> Problem description
In the material below, count the lines where the word "column" appears. Nothing but the number, please.

====== Data extract

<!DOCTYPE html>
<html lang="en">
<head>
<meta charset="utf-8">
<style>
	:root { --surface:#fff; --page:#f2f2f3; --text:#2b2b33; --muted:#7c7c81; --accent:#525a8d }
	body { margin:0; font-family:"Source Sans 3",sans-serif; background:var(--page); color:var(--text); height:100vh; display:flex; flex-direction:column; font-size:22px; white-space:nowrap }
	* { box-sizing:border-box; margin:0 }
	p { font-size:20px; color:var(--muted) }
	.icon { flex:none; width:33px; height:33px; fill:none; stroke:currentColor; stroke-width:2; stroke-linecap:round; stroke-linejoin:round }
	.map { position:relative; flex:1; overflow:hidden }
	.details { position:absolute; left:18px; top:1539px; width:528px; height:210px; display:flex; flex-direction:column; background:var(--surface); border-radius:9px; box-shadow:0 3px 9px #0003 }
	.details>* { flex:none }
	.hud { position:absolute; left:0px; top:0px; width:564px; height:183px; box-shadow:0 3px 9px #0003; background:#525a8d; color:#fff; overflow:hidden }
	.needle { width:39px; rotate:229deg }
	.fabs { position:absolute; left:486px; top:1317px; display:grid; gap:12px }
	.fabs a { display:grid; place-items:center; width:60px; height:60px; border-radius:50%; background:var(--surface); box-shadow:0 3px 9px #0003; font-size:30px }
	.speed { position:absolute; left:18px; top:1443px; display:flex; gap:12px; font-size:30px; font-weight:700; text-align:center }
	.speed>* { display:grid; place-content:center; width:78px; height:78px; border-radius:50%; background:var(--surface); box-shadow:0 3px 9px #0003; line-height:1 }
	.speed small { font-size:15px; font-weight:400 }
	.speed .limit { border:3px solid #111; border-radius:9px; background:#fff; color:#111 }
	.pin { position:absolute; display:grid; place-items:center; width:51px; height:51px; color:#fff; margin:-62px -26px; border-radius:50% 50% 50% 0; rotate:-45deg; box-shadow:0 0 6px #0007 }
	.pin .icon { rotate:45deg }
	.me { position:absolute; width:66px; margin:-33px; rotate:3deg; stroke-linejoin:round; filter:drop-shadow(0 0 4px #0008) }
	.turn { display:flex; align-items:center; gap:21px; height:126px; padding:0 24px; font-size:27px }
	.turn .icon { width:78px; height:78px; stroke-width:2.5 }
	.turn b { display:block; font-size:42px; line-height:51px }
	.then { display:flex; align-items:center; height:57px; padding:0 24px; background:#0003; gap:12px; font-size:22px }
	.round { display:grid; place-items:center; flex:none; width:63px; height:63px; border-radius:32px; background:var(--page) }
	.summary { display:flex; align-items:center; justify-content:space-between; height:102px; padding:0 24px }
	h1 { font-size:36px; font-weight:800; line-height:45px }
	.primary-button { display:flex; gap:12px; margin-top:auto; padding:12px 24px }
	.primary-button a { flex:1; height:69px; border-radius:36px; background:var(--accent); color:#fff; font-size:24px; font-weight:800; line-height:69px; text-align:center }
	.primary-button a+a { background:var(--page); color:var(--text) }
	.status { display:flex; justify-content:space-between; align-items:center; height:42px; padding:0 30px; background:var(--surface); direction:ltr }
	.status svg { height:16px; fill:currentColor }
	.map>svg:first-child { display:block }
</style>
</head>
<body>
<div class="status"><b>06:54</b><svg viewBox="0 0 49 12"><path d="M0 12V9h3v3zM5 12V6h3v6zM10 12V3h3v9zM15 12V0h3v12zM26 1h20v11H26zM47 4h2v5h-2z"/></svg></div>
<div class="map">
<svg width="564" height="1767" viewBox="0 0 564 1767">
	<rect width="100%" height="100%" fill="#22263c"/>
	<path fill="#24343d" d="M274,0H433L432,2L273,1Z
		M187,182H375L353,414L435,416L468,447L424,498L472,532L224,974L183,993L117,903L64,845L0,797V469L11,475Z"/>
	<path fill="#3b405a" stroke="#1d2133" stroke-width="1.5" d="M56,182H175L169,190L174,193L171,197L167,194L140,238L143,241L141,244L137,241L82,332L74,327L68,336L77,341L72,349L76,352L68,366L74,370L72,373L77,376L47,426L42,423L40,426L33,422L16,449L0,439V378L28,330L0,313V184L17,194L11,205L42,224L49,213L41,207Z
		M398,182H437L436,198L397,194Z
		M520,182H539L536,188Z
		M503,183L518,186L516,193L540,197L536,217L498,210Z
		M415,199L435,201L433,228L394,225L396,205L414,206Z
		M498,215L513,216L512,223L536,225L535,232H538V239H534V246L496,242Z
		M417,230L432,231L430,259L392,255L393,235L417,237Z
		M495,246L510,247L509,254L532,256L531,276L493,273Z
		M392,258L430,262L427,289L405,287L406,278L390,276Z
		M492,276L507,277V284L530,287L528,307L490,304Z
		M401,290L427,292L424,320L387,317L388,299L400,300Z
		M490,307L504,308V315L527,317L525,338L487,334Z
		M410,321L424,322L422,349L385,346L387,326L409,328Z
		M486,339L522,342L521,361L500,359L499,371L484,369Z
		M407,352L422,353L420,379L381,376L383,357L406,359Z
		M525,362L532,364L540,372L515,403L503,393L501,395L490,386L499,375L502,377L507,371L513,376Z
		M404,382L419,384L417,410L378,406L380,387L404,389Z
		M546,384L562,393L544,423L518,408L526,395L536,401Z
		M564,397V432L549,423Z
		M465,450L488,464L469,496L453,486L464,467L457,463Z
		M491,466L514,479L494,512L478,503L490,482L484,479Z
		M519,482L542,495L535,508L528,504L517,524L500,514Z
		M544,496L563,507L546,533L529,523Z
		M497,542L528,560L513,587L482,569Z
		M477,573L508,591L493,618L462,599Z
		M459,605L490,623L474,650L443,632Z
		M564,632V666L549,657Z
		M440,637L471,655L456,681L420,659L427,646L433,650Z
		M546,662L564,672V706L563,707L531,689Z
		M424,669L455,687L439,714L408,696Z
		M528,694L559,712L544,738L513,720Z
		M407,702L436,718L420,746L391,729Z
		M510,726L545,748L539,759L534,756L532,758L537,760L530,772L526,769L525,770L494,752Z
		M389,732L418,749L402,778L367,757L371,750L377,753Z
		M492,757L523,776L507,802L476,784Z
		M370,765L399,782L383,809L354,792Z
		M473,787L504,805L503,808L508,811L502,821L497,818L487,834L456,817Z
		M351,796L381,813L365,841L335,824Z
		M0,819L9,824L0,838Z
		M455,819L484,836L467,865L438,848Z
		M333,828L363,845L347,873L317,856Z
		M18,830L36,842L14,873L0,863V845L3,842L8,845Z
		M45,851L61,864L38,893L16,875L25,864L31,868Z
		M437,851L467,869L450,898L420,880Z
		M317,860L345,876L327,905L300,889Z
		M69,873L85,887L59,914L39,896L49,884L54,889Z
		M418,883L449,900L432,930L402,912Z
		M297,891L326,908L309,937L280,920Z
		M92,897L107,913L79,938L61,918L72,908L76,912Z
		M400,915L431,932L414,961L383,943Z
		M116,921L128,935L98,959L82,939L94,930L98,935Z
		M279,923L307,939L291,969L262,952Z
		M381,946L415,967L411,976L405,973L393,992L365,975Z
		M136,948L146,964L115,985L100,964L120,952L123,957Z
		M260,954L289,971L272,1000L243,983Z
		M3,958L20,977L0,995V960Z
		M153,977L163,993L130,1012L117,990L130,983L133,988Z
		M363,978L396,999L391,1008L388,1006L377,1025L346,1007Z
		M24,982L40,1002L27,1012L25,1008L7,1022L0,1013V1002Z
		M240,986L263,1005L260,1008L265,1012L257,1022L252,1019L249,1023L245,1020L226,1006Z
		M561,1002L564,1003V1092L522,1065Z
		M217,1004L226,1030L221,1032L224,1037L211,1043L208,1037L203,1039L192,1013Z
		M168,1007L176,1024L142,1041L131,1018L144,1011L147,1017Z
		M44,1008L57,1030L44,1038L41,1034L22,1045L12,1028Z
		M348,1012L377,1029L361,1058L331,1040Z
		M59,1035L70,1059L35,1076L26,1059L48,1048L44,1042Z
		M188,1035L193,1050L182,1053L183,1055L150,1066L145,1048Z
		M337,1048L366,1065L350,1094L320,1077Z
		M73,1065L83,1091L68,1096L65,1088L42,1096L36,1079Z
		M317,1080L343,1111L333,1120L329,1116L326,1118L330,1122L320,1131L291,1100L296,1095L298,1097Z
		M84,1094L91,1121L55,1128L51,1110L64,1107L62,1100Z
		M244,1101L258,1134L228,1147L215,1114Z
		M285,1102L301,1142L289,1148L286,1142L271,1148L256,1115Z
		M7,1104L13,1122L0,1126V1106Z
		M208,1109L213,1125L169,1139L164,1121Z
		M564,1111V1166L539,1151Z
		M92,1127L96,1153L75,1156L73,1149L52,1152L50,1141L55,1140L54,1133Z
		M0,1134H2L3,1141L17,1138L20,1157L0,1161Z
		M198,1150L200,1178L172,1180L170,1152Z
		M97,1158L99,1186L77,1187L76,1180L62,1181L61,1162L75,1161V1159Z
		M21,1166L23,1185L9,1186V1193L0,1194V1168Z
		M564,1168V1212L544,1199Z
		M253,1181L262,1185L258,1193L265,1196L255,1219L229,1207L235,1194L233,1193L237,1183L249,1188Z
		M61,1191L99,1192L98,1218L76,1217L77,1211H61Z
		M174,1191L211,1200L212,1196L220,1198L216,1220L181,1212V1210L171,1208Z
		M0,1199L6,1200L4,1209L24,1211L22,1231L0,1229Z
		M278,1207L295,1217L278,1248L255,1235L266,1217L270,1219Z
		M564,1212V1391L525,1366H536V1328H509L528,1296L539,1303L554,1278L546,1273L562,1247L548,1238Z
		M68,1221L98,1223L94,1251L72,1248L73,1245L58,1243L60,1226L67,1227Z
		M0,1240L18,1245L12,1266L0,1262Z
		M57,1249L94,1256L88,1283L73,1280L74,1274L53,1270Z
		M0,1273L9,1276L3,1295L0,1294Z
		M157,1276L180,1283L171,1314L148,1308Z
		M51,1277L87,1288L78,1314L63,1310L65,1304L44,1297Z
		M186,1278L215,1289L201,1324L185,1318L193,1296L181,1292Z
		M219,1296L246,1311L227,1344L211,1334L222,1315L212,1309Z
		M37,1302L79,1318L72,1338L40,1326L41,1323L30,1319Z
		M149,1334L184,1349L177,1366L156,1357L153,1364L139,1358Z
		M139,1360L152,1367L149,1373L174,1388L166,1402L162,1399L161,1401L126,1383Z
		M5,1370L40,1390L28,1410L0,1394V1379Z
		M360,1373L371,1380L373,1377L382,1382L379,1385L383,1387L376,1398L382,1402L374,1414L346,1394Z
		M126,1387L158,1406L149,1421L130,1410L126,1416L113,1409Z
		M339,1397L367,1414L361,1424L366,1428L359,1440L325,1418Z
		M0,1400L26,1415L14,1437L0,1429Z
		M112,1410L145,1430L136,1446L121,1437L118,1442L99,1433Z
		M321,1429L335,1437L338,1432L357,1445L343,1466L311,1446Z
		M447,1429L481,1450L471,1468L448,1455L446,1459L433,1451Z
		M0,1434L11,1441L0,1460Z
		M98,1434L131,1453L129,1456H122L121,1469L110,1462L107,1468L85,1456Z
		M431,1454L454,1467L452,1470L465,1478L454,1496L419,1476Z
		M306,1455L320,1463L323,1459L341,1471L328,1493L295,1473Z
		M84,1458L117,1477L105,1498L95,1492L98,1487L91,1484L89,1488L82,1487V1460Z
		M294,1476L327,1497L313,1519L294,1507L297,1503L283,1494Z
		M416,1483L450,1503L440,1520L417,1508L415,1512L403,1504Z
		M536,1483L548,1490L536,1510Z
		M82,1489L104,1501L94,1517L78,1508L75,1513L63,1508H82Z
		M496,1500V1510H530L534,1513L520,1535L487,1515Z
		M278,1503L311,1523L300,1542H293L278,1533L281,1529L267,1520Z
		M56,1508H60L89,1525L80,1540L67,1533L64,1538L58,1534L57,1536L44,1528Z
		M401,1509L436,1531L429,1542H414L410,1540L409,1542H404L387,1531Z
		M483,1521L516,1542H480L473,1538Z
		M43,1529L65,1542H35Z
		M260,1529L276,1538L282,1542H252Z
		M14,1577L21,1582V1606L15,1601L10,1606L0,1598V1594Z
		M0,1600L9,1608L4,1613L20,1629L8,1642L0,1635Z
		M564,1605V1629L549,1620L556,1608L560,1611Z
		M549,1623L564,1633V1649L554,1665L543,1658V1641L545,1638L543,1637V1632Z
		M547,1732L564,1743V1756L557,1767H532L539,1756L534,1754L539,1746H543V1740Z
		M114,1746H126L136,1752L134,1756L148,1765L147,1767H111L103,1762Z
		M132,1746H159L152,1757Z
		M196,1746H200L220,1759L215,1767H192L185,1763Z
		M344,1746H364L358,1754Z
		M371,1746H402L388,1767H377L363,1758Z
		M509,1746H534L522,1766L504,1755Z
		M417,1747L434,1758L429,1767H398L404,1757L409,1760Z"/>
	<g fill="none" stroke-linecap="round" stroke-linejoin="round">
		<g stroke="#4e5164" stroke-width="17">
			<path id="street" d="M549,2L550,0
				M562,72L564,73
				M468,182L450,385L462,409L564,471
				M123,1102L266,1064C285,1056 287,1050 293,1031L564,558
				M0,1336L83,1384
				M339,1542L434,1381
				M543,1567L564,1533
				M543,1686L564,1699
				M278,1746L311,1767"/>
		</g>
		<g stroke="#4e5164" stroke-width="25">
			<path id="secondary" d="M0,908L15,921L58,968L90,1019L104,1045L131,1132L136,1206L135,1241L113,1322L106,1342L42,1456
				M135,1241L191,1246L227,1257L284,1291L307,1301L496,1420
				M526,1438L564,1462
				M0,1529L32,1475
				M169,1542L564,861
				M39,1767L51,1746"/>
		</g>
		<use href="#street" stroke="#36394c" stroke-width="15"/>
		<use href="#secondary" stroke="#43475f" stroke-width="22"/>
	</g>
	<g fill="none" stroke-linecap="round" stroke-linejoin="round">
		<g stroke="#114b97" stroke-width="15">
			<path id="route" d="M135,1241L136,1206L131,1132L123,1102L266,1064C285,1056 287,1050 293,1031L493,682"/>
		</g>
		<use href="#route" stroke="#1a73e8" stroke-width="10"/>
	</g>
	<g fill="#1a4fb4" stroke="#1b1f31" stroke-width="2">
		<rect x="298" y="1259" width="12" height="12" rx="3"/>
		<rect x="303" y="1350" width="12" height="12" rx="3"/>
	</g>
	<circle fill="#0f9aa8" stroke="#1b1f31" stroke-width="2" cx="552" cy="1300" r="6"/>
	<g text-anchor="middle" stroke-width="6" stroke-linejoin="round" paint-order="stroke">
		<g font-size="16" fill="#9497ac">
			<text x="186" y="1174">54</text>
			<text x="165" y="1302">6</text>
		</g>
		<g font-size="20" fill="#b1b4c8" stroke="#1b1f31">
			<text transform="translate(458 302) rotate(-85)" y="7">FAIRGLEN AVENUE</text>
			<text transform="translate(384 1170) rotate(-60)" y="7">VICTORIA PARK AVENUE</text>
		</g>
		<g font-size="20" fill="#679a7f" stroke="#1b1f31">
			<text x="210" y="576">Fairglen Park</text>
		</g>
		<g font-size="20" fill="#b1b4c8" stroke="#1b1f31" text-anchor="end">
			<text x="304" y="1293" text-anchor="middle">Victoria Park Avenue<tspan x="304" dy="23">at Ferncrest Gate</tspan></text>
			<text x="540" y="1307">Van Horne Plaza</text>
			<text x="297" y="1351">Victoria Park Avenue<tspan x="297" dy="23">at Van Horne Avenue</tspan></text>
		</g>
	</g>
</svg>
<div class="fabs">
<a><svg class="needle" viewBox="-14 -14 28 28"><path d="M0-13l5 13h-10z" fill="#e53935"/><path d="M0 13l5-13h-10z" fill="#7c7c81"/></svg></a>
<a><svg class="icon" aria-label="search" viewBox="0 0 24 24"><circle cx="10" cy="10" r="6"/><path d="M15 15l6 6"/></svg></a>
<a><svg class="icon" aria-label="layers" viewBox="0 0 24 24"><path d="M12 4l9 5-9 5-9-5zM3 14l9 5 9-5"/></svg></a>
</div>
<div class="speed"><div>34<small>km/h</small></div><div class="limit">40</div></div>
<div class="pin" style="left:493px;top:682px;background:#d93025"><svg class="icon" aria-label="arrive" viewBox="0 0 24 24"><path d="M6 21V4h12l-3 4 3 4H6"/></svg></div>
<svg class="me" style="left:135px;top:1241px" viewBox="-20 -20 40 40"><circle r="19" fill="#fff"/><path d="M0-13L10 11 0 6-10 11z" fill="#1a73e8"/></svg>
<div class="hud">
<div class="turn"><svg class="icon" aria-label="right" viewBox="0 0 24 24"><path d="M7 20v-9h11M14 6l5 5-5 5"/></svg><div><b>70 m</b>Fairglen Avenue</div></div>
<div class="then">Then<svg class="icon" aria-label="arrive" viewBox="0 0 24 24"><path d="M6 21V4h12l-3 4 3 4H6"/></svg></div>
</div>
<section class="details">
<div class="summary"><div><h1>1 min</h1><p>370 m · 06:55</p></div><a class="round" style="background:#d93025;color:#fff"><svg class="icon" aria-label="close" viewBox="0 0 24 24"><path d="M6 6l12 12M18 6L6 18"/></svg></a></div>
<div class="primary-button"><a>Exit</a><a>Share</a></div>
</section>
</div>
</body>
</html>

============

> The completed task
2